The law gives the president explicit authority to ban social networking services deemed a national security threat. ByteDance, a Chinese-owned company, is named directly. Its subsidiaries, including TikTok, are covered. For years, lawmakers tried and failed to force a sale or shutdown of the app. PAFACA represents the first time such a measure has actually become law.

What happens next is the real story. ByteDance must decide whether to divest TikTok to a non-adversary owner. The law is clear on this point: if a foreign adversary controlled application is sold and no longer controlled by a foreign adversary, it stops being subject to the ban. That is the escape hatch. The company can keep operating in the U.S. if it cuts ties with its Chinese parent.

That is a big if. ByteDance has resisted a forced sale for years. The company fought previous executive orders and legislative efforts in court. It argued that a sale was not technologically feasible and that the government had not proven its national security claims. Those arguments did not stop PAFACA. The bill passed the House on April 20, 2024, as a rider to a foreign aid package. The Senate followed on April 23. The next day, Biden signed it.

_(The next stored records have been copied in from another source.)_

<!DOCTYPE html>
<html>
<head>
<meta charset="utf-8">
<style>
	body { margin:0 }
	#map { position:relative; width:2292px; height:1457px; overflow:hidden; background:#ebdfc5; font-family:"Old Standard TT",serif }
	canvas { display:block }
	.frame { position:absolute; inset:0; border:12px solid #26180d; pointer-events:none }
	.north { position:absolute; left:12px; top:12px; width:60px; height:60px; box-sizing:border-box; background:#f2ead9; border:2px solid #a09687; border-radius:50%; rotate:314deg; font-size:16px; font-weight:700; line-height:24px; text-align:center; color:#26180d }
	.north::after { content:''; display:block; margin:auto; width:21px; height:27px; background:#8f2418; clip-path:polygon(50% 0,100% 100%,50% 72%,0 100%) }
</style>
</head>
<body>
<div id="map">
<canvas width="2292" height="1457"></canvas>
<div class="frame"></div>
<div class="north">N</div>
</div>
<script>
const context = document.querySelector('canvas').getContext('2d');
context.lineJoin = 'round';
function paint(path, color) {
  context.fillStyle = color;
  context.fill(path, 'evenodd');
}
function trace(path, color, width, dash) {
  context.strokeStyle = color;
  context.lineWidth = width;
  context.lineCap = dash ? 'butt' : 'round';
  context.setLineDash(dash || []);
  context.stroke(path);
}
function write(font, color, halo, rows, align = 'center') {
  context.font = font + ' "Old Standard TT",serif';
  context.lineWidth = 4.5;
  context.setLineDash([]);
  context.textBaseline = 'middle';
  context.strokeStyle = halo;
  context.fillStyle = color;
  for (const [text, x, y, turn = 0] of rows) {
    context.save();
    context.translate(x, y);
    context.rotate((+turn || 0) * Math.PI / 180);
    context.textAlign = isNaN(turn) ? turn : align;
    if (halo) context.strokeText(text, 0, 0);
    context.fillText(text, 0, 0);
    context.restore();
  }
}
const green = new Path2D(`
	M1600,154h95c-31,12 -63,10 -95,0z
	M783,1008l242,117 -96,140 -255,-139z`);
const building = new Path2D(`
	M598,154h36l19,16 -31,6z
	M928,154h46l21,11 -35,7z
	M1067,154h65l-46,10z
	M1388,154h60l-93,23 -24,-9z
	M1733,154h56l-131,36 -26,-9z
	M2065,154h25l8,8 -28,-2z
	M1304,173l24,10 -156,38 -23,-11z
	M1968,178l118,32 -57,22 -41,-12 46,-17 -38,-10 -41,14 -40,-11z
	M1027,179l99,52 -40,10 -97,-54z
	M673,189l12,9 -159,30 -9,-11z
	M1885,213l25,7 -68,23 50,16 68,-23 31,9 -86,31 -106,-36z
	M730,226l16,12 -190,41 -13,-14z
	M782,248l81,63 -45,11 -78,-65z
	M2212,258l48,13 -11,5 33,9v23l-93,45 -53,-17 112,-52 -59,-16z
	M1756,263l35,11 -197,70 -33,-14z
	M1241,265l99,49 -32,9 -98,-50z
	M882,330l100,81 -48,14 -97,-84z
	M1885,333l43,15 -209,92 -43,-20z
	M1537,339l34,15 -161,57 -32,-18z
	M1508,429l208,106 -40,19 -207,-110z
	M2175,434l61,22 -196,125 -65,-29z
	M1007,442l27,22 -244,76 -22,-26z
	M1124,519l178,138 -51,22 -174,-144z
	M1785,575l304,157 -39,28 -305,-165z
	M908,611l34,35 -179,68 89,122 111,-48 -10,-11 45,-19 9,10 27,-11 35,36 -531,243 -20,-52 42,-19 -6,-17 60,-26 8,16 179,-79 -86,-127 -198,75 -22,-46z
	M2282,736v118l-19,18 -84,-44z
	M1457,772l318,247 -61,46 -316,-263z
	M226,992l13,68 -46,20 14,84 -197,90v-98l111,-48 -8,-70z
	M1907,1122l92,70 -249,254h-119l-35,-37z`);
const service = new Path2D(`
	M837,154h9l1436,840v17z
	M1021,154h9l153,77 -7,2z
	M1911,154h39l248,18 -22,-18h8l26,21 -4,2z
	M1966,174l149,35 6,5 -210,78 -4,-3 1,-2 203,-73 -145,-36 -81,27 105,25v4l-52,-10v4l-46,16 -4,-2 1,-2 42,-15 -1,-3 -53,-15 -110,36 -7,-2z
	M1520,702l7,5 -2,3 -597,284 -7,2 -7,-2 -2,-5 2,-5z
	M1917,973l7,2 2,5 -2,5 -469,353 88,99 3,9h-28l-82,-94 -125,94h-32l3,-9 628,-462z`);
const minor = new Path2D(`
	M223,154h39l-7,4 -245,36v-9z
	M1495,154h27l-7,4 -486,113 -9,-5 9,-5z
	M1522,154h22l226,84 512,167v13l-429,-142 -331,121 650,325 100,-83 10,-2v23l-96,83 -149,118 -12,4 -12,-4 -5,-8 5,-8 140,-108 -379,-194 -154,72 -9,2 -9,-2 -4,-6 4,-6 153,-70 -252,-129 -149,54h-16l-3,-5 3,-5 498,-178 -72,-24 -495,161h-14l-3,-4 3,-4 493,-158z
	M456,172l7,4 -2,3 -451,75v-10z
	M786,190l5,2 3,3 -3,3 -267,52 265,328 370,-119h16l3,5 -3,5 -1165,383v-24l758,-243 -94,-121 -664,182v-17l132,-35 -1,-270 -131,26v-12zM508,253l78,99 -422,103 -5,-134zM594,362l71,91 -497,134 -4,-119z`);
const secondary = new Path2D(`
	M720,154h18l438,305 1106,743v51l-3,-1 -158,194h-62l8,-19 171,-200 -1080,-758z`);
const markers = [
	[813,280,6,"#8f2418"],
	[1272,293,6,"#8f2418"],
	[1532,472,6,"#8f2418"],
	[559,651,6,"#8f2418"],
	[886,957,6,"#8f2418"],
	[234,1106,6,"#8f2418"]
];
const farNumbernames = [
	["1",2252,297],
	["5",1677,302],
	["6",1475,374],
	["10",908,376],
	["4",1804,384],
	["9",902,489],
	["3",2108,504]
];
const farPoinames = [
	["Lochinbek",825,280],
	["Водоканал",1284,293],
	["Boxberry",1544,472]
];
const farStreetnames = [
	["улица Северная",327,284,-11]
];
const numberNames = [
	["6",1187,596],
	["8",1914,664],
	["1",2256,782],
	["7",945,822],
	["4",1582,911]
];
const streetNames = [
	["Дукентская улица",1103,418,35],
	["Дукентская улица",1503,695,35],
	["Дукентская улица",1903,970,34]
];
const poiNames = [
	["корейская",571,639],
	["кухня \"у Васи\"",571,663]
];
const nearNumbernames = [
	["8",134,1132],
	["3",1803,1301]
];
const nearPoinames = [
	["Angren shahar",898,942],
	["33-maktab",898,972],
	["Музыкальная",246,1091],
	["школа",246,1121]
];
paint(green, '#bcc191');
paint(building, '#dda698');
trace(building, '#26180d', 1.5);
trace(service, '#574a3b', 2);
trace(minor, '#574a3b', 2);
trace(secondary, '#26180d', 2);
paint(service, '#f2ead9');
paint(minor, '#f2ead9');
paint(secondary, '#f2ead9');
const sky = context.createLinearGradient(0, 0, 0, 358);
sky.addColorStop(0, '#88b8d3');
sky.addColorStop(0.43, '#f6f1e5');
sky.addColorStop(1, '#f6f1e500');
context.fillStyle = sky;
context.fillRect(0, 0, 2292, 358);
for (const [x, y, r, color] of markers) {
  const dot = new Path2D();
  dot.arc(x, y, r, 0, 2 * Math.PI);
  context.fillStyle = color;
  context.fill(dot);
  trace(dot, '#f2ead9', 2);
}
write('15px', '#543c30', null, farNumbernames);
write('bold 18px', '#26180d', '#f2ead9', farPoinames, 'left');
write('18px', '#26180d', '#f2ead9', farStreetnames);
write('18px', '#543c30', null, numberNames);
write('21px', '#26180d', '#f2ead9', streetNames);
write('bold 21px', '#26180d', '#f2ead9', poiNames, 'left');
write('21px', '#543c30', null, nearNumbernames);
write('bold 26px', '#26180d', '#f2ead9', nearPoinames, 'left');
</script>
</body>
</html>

The consequences ripple outward. TikTok has 170 million monthly users in the United States. Small businesses, creators, and advertisers depend on the platform for revenue. A ban would cut off that pipeline. Critics of the act have raised concerns that a forced sale under the threat of a ban could set a dangerous precedent. They argue the government is picking winners and losers in the tech sector.

But the law does not require a sale. It requires compliance. ByteDance can comply by selling. It can also comply by shutting down. The company has not announced its plan. The clock is running.

Other foreign-owned apps should also watch closely. The law targets “foreign adversary controlled applications.” The president determines who qualifies as a foreign adversary. That definition could expand. Chinese-owned apps like WeChat and CapCut could face similar scrutiny. The law gives the president a new tool, and the tool is broad.

The 118th Congress moved fast on this. Representatives Mike Gallagher and Raja Krishnamoorthi introduced the bill. It cleared both chambers in a matter of days. That speed was unusual for a major tech regulation. It reflects a bipartisan consensus that TikTok posed a national security risk. The consensus held even as other tech issues stalled.

The January 19, 2025, deadline is not far off. ByteDance must act. If it does nothing, TikTok goes dark in the United States. If it sells, the app lives under new ownership. Either way, the era of unfettered foreign-owned social media in America is over. The law is signed. The countdown has begun.